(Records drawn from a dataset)
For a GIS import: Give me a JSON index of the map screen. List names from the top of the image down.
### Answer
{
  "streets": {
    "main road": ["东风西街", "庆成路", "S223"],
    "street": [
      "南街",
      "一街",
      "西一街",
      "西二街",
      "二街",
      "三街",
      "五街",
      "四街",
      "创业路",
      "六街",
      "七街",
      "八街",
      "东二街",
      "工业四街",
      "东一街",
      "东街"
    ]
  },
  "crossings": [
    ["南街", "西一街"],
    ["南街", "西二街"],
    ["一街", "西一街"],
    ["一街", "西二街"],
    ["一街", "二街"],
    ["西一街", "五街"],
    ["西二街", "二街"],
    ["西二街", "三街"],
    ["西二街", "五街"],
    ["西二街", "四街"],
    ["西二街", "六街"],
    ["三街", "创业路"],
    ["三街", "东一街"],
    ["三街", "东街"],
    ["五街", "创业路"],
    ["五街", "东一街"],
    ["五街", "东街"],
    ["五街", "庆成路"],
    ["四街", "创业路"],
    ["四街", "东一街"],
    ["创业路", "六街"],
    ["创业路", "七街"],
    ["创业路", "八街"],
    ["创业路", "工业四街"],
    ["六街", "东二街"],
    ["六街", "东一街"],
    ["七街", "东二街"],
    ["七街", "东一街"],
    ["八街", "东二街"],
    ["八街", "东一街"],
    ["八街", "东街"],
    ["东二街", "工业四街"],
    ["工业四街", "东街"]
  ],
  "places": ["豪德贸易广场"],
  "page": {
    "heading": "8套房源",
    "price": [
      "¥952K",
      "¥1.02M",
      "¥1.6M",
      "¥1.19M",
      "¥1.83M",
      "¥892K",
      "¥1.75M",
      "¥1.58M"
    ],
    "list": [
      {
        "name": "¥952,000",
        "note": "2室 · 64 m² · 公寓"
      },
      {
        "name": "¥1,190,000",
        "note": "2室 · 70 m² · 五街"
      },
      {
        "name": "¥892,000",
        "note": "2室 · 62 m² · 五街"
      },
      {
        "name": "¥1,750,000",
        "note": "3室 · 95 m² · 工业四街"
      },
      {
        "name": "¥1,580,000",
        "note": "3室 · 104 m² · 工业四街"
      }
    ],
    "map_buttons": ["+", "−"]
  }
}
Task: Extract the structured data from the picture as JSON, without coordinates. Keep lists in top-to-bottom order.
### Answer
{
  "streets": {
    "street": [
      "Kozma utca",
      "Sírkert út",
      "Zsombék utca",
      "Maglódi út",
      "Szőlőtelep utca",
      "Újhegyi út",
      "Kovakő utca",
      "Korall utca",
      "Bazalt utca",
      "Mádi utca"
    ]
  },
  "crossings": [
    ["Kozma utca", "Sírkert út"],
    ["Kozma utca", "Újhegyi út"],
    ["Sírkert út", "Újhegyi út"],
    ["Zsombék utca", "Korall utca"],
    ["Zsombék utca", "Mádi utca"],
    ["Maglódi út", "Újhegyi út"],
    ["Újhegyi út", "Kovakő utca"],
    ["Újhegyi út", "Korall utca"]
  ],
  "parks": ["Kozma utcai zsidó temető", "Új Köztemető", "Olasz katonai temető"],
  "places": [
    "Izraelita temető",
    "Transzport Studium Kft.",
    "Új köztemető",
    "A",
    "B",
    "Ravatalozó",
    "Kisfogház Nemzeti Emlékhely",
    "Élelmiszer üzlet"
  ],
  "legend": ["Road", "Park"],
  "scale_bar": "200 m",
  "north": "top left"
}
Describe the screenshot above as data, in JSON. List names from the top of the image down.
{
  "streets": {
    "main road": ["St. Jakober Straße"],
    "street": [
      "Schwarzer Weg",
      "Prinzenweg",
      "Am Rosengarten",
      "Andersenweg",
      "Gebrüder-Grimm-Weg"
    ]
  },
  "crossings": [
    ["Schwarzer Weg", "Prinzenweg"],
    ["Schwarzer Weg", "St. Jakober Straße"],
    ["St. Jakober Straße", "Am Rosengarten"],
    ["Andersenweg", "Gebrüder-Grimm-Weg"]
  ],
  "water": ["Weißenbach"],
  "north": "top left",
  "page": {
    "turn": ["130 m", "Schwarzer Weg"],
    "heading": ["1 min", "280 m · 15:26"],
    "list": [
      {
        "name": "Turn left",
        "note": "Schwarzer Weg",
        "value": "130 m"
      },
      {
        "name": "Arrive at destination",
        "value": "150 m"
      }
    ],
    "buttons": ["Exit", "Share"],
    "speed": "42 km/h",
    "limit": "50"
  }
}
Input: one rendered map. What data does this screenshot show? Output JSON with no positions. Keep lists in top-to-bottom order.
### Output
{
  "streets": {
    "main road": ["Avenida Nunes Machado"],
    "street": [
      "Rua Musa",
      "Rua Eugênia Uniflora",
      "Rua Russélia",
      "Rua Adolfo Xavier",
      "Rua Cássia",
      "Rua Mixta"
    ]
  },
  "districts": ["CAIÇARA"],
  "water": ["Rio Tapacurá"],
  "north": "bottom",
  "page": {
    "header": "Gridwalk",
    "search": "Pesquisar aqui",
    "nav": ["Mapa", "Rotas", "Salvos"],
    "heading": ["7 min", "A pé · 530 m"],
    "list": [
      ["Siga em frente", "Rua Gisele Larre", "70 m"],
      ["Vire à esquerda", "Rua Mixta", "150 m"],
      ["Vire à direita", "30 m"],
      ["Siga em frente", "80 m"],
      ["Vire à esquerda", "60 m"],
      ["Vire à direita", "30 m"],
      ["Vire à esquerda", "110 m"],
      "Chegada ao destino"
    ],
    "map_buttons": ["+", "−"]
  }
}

- _Try it_: Look through the entries and return every line where "note" appears.

- _Exercise output_:
        "note": "2室 · 64 m² · 公寓"
        "note": "2室 · 70 m² · 五街"
        "note": "2室 · 62 m² · 五街"
        "note": "3室 · 95 m² · 工业四街"
        "note": "3室 · 104 m² · 工业四街"
        "note": "Schwarzer Weg",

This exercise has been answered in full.